Tanks, Yes. loaded successfully, but my problem is about using torchvision.models and its mobilenetv3. How can fix it?

Aug 29 '21 15:08 Yasin40

@Yasin40 instead of using torch.jit.trace, can you try using instead torch.jit.script on your model?

Sep 01 '21 12:09 fmassa

I tried to write an example with Identity module at top of trunk PyTorch, the issue is not reproducible. Could you try loading a toy module generated by this script in your environment?
import torch

class JitModule(torch.nn.Module):
    def __init__(self):
        super().__init__()
        self.id = torch.nn.Identity()

    def forward(self, x: torch.Tensor):
        return self.id(x)

m = torch.jit.script(JitModule())
torch.jit.save(m, "identity_saved_module.pt")
Tanks, Yes. loaded successfully, but my problem is about using torchvision.models and its mobilenetv3. How can fix it?

I will try using mobilenetv3 directly to see if I can reproduce.

Sep 01 '21 15:09 gmagogsfm

@Yasin40 instead of using torch.jit.trace, can you try using instead torch.jit.script on your model?

Yes, I test torch.jit.script and not affected.

Sep 08 '21 06:09 Yasin40

@Yasin40 so you mean that torch.jit.script works successfully?
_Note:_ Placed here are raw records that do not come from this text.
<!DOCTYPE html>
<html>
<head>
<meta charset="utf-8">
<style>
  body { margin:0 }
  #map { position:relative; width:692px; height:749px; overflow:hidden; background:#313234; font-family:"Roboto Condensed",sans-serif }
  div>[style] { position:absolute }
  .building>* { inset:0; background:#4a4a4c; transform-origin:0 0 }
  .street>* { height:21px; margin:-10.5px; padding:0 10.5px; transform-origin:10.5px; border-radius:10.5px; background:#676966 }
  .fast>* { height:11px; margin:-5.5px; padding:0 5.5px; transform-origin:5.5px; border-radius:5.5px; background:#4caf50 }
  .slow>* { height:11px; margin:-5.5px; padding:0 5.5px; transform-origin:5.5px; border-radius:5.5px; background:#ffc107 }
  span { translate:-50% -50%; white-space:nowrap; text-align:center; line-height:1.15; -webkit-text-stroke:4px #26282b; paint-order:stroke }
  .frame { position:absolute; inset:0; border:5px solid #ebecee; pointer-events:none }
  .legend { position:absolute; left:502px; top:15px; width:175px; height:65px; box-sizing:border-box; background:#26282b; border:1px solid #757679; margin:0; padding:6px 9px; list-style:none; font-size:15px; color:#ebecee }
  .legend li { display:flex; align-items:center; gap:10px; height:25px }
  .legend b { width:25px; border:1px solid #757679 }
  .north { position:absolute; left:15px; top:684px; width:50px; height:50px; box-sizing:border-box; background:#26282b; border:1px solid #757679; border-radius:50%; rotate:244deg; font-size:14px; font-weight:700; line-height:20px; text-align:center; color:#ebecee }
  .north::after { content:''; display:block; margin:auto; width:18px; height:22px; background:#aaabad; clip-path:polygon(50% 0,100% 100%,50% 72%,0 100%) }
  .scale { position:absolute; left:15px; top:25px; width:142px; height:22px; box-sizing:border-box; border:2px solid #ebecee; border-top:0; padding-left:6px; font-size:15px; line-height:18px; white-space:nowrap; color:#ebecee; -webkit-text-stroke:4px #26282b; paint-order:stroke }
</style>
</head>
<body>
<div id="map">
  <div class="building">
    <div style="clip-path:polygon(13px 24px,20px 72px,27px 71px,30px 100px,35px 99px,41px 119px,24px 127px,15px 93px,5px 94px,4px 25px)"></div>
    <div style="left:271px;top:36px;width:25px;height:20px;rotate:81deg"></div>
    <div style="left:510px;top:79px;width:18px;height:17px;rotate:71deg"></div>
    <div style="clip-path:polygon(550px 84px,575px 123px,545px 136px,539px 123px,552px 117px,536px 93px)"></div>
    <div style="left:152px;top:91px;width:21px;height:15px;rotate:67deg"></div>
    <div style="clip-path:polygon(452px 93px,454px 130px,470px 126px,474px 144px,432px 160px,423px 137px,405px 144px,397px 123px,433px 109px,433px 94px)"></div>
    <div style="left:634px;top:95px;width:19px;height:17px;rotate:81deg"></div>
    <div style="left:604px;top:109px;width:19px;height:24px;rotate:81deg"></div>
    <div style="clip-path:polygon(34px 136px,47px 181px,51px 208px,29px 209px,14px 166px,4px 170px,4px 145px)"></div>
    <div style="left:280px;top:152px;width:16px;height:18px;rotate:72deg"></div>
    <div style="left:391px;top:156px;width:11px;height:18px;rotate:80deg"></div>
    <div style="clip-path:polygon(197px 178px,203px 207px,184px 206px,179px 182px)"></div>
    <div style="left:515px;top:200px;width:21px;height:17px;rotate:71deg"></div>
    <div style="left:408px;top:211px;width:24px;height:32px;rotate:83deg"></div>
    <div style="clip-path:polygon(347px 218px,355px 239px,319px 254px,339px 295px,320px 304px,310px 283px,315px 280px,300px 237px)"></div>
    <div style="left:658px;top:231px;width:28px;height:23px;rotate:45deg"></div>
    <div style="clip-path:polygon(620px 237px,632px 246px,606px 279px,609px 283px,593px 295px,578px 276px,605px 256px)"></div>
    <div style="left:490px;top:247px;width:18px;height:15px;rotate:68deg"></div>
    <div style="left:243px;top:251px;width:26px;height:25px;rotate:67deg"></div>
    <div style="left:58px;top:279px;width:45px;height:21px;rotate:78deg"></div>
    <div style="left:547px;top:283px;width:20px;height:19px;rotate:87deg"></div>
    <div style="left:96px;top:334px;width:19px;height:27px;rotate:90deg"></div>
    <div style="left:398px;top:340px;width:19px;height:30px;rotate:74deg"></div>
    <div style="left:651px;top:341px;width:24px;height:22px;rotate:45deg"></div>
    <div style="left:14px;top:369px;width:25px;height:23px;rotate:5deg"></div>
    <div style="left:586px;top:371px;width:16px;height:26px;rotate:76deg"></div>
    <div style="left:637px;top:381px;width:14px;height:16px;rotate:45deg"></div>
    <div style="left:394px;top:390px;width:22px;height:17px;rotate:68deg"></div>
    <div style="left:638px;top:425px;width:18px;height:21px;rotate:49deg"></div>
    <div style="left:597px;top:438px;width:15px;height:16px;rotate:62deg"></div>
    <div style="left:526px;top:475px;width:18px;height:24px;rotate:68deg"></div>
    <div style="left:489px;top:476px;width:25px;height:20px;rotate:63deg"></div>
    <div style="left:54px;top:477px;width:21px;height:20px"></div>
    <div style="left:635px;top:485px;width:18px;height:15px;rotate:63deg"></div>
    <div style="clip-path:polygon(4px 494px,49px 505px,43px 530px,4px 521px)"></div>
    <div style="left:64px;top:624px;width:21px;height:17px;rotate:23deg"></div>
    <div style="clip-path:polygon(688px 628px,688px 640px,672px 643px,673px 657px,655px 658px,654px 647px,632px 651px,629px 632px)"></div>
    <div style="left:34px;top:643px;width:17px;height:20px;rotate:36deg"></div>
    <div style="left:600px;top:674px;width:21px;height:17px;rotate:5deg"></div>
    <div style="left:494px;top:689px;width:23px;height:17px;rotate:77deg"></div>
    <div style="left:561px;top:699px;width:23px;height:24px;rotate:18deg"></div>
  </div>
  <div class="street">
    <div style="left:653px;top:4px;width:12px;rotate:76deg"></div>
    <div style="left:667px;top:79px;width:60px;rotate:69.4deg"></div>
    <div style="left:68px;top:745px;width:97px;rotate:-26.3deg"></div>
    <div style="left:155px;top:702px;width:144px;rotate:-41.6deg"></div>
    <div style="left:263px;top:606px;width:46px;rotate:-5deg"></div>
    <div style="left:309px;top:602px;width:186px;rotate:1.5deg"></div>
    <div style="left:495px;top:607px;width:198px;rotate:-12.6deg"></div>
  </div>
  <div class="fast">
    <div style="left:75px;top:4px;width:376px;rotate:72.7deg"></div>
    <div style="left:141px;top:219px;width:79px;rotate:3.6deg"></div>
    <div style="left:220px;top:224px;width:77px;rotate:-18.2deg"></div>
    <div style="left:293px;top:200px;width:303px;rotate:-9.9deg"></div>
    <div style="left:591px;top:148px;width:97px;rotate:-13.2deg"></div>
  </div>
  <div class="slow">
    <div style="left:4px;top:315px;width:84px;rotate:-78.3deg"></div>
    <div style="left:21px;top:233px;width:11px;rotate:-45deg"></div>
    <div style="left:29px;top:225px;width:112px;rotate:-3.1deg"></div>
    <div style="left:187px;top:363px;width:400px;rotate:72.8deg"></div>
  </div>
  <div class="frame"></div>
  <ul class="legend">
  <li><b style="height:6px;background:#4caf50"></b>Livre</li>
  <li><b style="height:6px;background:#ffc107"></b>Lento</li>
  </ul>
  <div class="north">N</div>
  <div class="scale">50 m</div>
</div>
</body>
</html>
If that's the case, then I believe we can close this issue, as torch.jit.script effectively replaces torch.jit.trace whenever the model can be scripted

Sep 08 '21 07:09 fmassa

@Yasin40 so you mean that torch.jit.script works successfully? If that's the case, then I believe we can close this issue, as torch.jit.script effectively replaces torch.jit.trace whenever the model can be scripted

No, Doesn't work.

Sep 08 '21 08:09 Yasin40

Maybe the reason is incompatible on torch version.I also encountered this problem because I train the model with torch 1.9.1,and deployment service with torch 1.8.0. But I solved the problem when I changed the torch to 1.10.0.---2021.11.11

Nov 11 '21 09:11 lizhi1215

@Yasin40 so you mean that torch.jit.script works successfully? If that's the case, then I believe we can close this issue, as torch.jit.script effectively replaces torch.jit.trace whenever the model can be scripted

No, Doesn't work.

Hi, Do you have any advancement on this issue? I faced the same problem but with the detection models in torchvision. torch.jit.trace produces an error when exporting due to output format. torch.jit.script exports the model successfully but the c++ lib fails to load it.

Feb 15 '22 14:02 DuyHuynhLe

Have you solved this problem? I also exported successfully with torch.jit.script but the c++ lib fails to load it.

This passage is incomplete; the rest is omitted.